What is hyperhidrosis?
Hyperhidrosis is the medical term meaning excessive sweating. It can be localised or affect the whole body. Dr Hussain understands the huge effect it can have on your well-being and quality of life and always strives to provide the best possible treatment for this condition.
What causes hyperhidrosis?
Localised hyperhidrosis is the most common type of hyperhidrosis affecting certain body sites: the palms, soles, armpits, face and scalp, or a combination of these. The cause is not known.
Generalised hyperhidrosis (affecting the whole body) may be caused by an illness such as an infection, or by hormonal conditions including the menopause, diabetes and an overactive thyroid gland. Some medicines (such as antidepressants) can also cause excessive sweating. Often no cause can be found.
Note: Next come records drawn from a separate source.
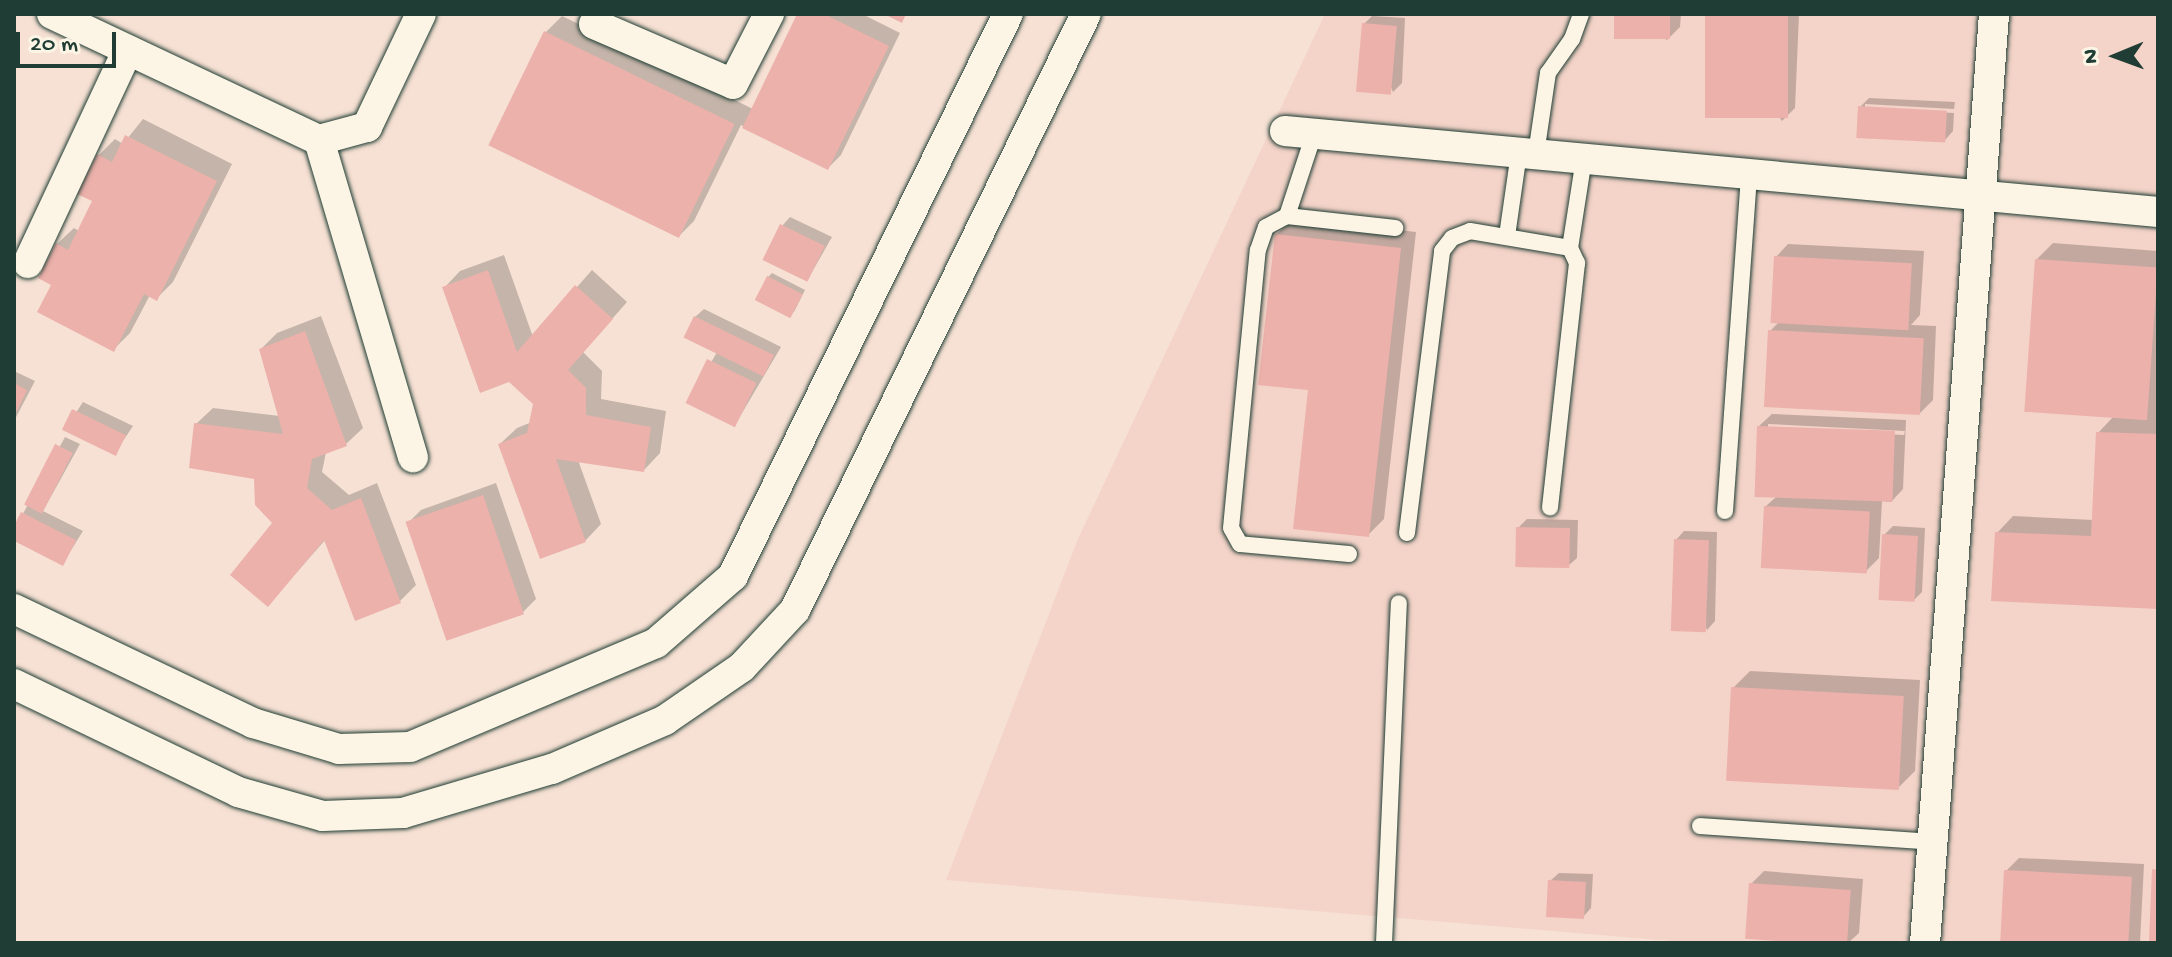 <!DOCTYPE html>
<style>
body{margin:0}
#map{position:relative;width:2172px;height:957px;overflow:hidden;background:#f7e1d4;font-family:"Gochi Hand",sans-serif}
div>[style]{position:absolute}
.built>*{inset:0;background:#f4d3c8}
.shadow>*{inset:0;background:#0003}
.building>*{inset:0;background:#ecb1ab;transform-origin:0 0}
.roads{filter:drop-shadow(0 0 2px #1f3d34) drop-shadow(0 0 2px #1f3d34)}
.lane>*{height:16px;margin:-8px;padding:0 8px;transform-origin:8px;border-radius:8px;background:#fcf5e5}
.street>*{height:30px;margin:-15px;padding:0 15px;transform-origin:15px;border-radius:15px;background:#fcf5e5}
span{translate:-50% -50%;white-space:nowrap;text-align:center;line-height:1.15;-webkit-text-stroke:6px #fcf5e5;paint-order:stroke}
.frame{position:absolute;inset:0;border:16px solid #1f3d34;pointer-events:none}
.north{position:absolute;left:2076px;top:16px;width:80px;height:80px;-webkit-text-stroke:6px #fcf5e5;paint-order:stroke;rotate:269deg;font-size:22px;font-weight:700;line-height:32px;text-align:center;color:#1f3d34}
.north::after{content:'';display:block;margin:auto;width:28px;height:36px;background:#1f3d34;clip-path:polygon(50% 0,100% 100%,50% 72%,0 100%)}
.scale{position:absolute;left:16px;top:32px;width:100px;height:36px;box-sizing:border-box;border:4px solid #1f3d34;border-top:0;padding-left:10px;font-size:24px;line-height:28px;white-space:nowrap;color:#1f3d34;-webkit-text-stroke:6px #fcf5e5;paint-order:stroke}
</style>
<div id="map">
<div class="built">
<i style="clip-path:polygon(1325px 14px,2158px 14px,2158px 943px,1695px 943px,946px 880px,1078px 539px)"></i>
</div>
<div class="shadow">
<i style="clip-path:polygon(799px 14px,862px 14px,900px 33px,841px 155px,828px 168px,741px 125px,694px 221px,678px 237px,492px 145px,546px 32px,562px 16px,753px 109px)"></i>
<i style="clip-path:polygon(1616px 14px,1681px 14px,1680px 27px,1667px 40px)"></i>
<i style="clip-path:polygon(1707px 14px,1799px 14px,1795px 108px,1782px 121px)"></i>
<i style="clip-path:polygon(1372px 16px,1405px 18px,1402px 83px,1393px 92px,1364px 24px)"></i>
<i style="clip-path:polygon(1869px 98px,1955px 102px,1954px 109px,1865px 104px,1865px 108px,1954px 113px,1953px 131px,1945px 140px,1860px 107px)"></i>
<i style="clip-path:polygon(143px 119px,232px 164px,173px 282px,157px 298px,150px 295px,130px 333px,114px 349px,53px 284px,57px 244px,74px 228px,79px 231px,94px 200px,98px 156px,115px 139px,123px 144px)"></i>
<i style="clip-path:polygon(790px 217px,832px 237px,808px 279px,782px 226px)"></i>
<i style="clip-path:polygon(1293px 218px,1416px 232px,1384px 519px,1368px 535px,1276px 235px)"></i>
<i style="clip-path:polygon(2053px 243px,2158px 251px,2158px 606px,1997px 533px,2013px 516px,2093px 520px,2098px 433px,2114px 416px,2036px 260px)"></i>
<i style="clip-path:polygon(1788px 244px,1924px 251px,1920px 315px,1911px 325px,1936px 326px,1933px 400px,1920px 413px,1770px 331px,1780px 321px,1776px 257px)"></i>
<i style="clip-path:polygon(504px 255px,533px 337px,592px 270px,627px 302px,583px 352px,602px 371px,601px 399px,666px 411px,660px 453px,644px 470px,578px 460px,601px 524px,585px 541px,500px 444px,517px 428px,532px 422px,535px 403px,444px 288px,460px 271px)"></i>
<i style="clip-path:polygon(772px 273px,805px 290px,794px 312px,768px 277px)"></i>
<i style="clip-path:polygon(704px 309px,781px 347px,735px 425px,689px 402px,717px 352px,695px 317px)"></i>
<i style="clip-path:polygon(321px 316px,363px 428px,346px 444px,326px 452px,322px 472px,349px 495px,377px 483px,416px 585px,400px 601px,326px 539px,268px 605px,275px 523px,256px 477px,196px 424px,213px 408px,280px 416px,261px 349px,277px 333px)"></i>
<i style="clip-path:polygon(14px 371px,35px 381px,14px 421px)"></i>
<i style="clip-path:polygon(83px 402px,133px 426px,115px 453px,65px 429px)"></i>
<i style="clip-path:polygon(evenodd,1772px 414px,1906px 420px,1903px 489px,1891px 502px,1882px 501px,1879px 558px,1866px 571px,1765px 507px,1777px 496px,1759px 426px,1772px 414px,1768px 424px,1905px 431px,1904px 435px,1768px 428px,1768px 424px)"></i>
<i style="clip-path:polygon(65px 437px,80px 444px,43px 511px,83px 531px,63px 563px,14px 538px,14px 530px)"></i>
<i style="clip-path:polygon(496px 483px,536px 599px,523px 612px,448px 638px,408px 523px,421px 510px)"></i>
<i style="clip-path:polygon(1527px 519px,1578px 520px,1577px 558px,1568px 566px,1518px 528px)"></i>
<i style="clip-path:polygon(1893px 526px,1925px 528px,1922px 592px,1914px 600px,1884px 535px)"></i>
<i style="clip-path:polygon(1684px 531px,1717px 532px,1715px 621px,1707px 630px,1676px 540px)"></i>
<i style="clip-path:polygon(1750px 671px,1920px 680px,1915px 771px,1899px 787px,1733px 688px)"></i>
<i style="clip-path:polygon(2019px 858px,2144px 864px,2140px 942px,2003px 943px,2006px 871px)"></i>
<i style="clip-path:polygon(1764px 871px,1863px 879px,1859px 933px,1848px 943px,1746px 937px,1751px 884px)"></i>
<i style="clip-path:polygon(1559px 873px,1593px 874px,1591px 908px,1583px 917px,1550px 881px)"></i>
</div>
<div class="building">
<i style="clip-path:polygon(797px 14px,824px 14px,889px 46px,828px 170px,742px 128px)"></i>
<i style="clip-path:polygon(884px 14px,906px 14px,902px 23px)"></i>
<i style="left:1614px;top:14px;width:56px;height:25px"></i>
<i style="left:1705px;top:14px;width:83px;height:104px"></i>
<i style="left:1362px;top:23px;width:35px;height:69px;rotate:5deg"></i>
<i style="left:544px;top:31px;width:212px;height:127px;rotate:26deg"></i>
<i style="left:1858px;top:106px;width:89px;height:32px;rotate:3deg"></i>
<i style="clip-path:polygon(125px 135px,217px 181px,157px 301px,144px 294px,114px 352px,37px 312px,51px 285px,38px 278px,56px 243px,68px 250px,92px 201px,77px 194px,97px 154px,112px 162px)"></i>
<i style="left:780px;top:224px;width:50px;height:40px;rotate:26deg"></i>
<i style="clip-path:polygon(1275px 234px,1401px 248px,1369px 537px,1293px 529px,1308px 390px,1258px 385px)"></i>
<i style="left:1774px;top:256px;width:138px;height:67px;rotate:3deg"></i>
<i style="left:2035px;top:259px;width:123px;height:153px;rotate:4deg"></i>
<i style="clip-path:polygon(488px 270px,517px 352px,575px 285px,613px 319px,568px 370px,586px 388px,586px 415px,651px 427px,644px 472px,556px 459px,586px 542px,540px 559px,498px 444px,527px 433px,533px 404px,509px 382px,480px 393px,442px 287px)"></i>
<i style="left:767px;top:276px;width:40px;height:27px;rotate:27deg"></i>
<i style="left:694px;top:316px;width:89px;height:24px;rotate:26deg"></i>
<i style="left:1768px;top:330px;width:156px;height:77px;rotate:3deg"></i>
<i style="clip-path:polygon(305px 331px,347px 446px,312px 459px,307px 488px,332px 510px,361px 498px,401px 603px,355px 621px,324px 540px,268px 607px,230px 575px,272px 523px,255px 505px,254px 479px,189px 468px,194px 423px,283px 434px,259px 349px)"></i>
<i style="left:707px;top:359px;width:55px;height:49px;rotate:26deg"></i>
<i style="clip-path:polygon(14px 383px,27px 390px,17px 411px,14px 410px)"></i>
<i style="left:72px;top:409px;width:60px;height:23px;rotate:26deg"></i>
<i style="left:1757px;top:426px;width:138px;height:71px;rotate:2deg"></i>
<i style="clip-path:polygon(2096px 432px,2158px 434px,2158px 609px,1991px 601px,1995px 532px,2091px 536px)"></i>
<i style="left:55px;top:444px;width:20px;height:68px;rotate:27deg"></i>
<i style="left:483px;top:495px;width:126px;height:82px;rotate:71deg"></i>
<i style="left:1764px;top:506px;width:106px;height:62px;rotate:3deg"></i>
<i style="left:21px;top:512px;width:62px;height:29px;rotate:27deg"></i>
<i style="left:1516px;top:527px;width:54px;height:40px;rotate:1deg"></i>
<i style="left:1882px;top:534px;width:36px;height:66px;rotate:3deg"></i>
<i style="left:1674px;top:539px;width:35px;height:92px;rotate:2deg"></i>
<i style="left:1731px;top:687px;width:173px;height:94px;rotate:3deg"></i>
<i style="clip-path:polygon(2152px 869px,2158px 870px,2158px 943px,2149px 943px)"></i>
<i style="left:2004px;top:870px;width:128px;height:73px;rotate:3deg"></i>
<i style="left:1548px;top:880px;width:38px;height:37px;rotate:3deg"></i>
<i style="left:1749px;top:883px;width:102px;height:56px;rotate:4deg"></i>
</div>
<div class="roads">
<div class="lane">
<i style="left:1536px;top:154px;width:82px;rotate:-81.6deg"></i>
<i style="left:1548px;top:73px;width:42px;rotate:-54.8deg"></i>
<i style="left:1572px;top:39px;width:27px;rotate:-70deg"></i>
<i style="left:1287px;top:216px;width:86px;rotate:-71.8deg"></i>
<i style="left:1507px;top:236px;width:84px;rotate:-81.8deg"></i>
<i style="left:1570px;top:248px;width:90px;rotate:-81.1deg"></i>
<i style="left:1725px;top:511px;width:337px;rotate:-85.9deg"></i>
<i style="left:1407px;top:533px;width:284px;rotate:-82.9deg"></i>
<i style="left:1442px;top:251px;width:16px;rotate:-52deg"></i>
<i style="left:1452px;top:238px;width:19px;rotate:-21deg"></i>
<i style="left:1470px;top:231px;width:101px;rotate:9.6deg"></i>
<i style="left:1570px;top:248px;width:17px;rotate:65deg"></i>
<i style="left:1577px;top:263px;width:246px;rotate:96.3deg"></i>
<i style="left:1349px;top:554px;width:109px;rotate:-174.8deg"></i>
<i style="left:1240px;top:544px;width:18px;rotate:-119deg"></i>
<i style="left:1231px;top:528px;width:279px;rotate:-84.5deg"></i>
<i style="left:1258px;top:250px;width:24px;rotate:-71deg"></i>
<i style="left:1266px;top:227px;width:24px;rotate:-28deg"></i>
<i style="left:1287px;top:216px;width:109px;rotate:6.3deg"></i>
<i style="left:1700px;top:826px;width:233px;rotate:3.9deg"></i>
<i style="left:1384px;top:943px;width:340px;rotate:-87.5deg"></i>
</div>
<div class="street">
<i style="left:52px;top:14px;width:295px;rotate:25.3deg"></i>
<i style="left:319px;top:140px;width:50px;rotate:-15.2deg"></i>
<i style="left:367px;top:127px;width:125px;rotate:-64.5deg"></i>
<i style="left:594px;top:24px;width:151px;rotate:23.3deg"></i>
<i style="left:733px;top:84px;width:79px;rotate:-62.8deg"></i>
<i style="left:1285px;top:131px;width:877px;rotate:5.3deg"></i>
<i style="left:319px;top:140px;width:331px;rotate:73.5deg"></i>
<i style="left:28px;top:263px;width:235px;rotate:-64.9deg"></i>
<i style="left:14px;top:609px;width:265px;rotate:25.5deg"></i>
<i style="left:253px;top:723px;width:90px;rotate:16.8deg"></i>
<i style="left:339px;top:749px;width:71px;rotate:-1.6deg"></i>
<i style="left:410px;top:747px;width:267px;rotate:-22.9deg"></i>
<i style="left:656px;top:643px;width:102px;rotate:-41deg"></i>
<i style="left:733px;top:576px;width:626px;rotate:-63.93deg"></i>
<i style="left:14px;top:684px;width:249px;rotate:25.7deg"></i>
<i style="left:238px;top:792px;width:88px;rotate:15.8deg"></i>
<i style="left:323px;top:816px;width:80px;rotate:-2.1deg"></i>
<i style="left:403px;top:813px;width:155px;rotate:-16.5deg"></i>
<i style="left:552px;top:769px;width:123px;rotate:-23.4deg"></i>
<i style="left:665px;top:720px;width:93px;rotate:-34.5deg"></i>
<i style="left:742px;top:667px;width:78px;rotate:-47.1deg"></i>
<i style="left:795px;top:610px;width:663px;rotate:-63.98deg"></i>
<i style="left:1925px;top:943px;width:932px;rotate:-85.75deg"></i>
</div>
</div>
<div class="frame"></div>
<div class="north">N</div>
<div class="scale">20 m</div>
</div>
What are the symptoms of hyperhidrosis?
Visible sweat, wet clothes and a clammy handshake can be embarrassing, and can interfere with work and personal relationships. Dr Hussain sees many patients with hand sweating for example which gives them significant problems writing on paper, using keyboards, playing musical instruments and playing sports. There are treatments however that can help.
Can hyperhidrosis be cured?
When there is an underlying cause which can be treated, hyperhidrosis can be cured. Surgical treatment can help some people, but is often associated with serious side effects, so Dr Hussain will not usually recommend this option unless other treatments have failed. Otherwise, the main aim is to control the condition to allow you to get on with your life.
How can hyperhidrosis be treated?
By the time people come to see Dr Hussain they will have tried over the counter antiperspirants. Dr Hussain will take time assessing your condition and discussing with you the options he feels may help you.
- Aluminium chloride is the usual active ingredient in commercially available antiperspirants. Stronger preparations of aluminium chloride can be prescribed for excessive sweating, and are mostly used under the arms but can be used on the hands and feet. However, sore red skin is a common problem. This can be reduced by making sure the skin is completely dry before applying the solution (use a hair dryer for five minutes before application) and by using the treatment less frequently and then trying to build up.
- Solutions of a drug glycopyrrolate can reduce sweating in localised areas but is not readily available and is expensive.
- Iontophoresis is a method of passing a small electric current through areas of skin immersed in a container of water. It is used for the armpits, palms and soles. The treatment needs to be done regularly and lasts 10-20 minutes. Iontophoresis does tend to cause a tingling sensation; if this causes a problem then the current can be reduced. Equipment for home use can be bought on-line.
- Botulinum toxin (“Botox”) can be injected into the skin in very small carefully controlled doses to block the action of the nerves which activate the sweat glands. This treatment usually works very well and is often the treatment of choice offered by Dr Hussain as he has seen the immediate impact it can have on patient’s quality of life. The beneficial effect usually lasts 3-12 month and the treatment can be repeated.
- Endoscopic thoracic sympathectomy may be considered for localised hyperhidrosis when other treatments have failed. It is most useful for severe hyperhidrosis of the palms and face. This is a major operation, performed under general anaesthetic.
- Other surgical methods apply only to the underarm skin, especially when only a small area is involved. They include the removal of a wedge of skin containing the overactive sweat glands, or the scraping away of the sweat glands from a flap of skin or from the underside of the skin. If this is something you are keen to explore, Dr Hussain will guide you through what is involved.